O produto tem venda garantida em lojas da rede de supermercados Líder, de Belém. “O negócio foi fechado quando o beiju foi exposto no espaço do Sebrae da SuperNorte, maior feira supermercadista do Pará, que ocorre anualmente na capital paraense. Desde então, ele é vendido nos supermercados”, explica Edson Cunha, do Sebrae. O grupo fornece em torno de 30 caixas mensalmente para a rede, com 24 pacotes de 150 gramas. Também em Belém, o beiju é comercializado em feiras do segmento alimentício e agronegócios. “Na última que participamos, em junho, vendemos 30 caixas. Foi a melhor venda que já fizemos”, relata Francisca.
Oportunidade
O próximo passo agora é inserir o beiju no cardápio da alimentação escolar dos alunos da rede pública municipal de Capanema. “Já começamos a conversar com o pessoal da prefeitura e acreditamos que há boas chances de fecharmos o negócio, pois o beiju colorido é rico em vitaminas, por causa da introdução dos sucos na receita”, adianta o coordenador do Sebrae no Pará. Para ele, além de aumentar as vendas com o fornecimento para a alimentação escolar, o grupo terá mais um cliente fixo.

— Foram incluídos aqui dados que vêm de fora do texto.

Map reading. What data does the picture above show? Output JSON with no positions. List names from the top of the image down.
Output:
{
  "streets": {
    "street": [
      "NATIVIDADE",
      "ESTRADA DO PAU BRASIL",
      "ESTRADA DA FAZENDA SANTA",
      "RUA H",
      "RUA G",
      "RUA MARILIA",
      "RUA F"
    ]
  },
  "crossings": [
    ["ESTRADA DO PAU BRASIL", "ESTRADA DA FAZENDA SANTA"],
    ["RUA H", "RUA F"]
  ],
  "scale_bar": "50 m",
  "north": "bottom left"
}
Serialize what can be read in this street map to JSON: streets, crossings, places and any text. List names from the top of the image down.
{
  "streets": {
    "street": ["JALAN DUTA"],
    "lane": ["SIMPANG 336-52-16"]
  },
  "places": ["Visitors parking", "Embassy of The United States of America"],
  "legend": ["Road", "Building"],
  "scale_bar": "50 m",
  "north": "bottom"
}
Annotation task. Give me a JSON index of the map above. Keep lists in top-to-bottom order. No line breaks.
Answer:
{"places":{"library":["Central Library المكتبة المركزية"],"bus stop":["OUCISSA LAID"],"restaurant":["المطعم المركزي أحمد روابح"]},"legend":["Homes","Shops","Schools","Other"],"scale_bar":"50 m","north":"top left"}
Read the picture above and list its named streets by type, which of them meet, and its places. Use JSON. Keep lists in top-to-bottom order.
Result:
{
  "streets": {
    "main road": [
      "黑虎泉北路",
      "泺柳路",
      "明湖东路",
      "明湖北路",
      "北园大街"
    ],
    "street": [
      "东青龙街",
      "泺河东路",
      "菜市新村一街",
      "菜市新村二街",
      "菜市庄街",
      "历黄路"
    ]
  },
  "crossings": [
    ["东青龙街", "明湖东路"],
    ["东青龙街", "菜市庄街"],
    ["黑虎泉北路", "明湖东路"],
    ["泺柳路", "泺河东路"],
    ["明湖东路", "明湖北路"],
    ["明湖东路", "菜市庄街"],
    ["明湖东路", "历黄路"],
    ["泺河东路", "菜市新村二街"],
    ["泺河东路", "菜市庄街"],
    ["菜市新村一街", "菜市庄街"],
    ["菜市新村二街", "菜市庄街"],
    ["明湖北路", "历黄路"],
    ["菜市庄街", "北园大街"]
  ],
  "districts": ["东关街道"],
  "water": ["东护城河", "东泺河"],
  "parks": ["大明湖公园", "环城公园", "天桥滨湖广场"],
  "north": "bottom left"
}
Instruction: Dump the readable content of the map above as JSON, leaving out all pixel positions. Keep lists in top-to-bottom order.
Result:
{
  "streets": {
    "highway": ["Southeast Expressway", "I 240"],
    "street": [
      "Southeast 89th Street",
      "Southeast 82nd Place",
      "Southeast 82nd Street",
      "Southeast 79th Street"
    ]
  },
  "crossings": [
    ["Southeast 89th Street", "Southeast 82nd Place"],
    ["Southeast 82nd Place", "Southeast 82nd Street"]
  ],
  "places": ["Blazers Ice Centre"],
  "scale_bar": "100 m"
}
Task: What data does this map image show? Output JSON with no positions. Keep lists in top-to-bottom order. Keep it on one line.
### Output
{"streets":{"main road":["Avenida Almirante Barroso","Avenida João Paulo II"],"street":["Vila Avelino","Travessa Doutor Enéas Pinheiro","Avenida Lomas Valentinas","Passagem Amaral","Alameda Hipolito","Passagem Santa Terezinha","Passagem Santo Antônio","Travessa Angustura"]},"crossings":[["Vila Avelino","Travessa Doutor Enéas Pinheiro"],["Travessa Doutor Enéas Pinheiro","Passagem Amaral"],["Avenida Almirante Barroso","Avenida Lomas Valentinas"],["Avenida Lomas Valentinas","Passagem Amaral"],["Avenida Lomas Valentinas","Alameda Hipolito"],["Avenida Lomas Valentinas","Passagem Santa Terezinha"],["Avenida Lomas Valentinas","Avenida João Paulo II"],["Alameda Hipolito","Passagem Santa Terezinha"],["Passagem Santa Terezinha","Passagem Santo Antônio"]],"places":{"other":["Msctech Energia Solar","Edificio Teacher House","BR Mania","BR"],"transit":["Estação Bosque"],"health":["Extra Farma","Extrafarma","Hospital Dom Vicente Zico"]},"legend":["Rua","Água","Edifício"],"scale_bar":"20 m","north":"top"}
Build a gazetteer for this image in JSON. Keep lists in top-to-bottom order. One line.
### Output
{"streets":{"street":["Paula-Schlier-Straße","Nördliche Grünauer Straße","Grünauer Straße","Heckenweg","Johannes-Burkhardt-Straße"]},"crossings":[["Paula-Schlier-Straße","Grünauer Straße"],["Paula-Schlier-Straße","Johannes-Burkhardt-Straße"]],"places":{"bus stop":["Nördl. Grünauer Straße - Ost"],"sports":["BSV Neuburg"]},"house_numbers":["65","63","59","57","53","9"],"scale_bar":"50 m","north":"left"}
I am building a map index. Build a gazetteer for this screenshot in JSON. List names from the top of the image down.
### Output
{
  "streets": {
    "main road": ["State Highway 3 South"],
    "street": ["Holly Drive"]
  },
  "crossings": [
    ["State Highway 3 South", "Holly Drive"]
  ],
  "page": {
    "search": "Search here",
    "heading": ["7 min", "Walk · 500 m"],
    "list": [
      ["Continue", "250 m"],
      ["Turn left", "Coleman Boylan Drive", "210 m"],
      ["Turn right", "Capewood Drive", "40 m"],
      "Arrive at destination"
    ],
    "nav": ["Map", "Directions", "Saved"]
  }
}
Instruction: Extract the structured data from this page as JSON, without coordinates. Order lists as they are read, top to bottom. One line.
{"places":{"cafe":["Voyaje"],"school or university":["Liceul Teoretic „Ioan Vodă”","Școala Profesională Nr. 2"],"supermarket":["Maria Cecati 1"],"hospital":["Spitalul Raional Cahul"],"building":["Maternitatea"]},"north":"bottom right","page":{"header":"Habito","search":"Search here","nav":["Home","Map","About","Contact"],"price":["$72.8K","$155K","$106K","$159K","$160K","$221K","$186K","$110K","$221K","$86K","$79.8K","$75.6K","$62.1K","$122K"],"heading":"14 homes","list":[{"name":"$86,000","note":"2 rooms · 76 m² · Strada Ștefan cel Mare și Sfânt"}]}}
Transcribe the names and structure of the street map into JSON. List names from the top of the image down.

A produção do beiju colorido tem mudado a rotina de Antônia Delziete, Raimunda Pinheiro, Raiane do Nascimento e Rosa Maria Siqueira. Delzite nasceu na comunidade Menino Jesus e a única coisa que fazia até 2009 era cuidar dos afazeres domésticos. De empreendedorismo ela não conhecia nem a palavra. “Antes do Sebrae trazer essa ideia para cá, eu só trabalhava em casa cuidando da família”, conta ela, que mora com o marido e três filhos. Hoje, aos 32 anos, ela diz estar satisfeita com o trabalho na unidade de fabricação do beiju, onde passa boa parte de seu tempo.
Rosa Maria sempre morou na comunidade. Ela é filha do fundador da localidade, o seu Miguel da Silva, um senhor de 80 anos que nasceu nas redondezas e que iniciou o povoamento da comunidade, há 38 anos. De poucas palavras, Rosa, que estudou até o ensino médio, relata o quanto a produção do beiju tem sido importante para ela. “Quando eu terminei os estudos não fiz mais nada, ficava em casa ajudando a minha mãe. Agora não, eu ganho dinheiro para comprar alguns itens que preciso. Nunca imaginei que seria capaz de empreender, não sabia de nada. Aprendi nos cursos que o Sebrae trouxe pra cá”, destaca.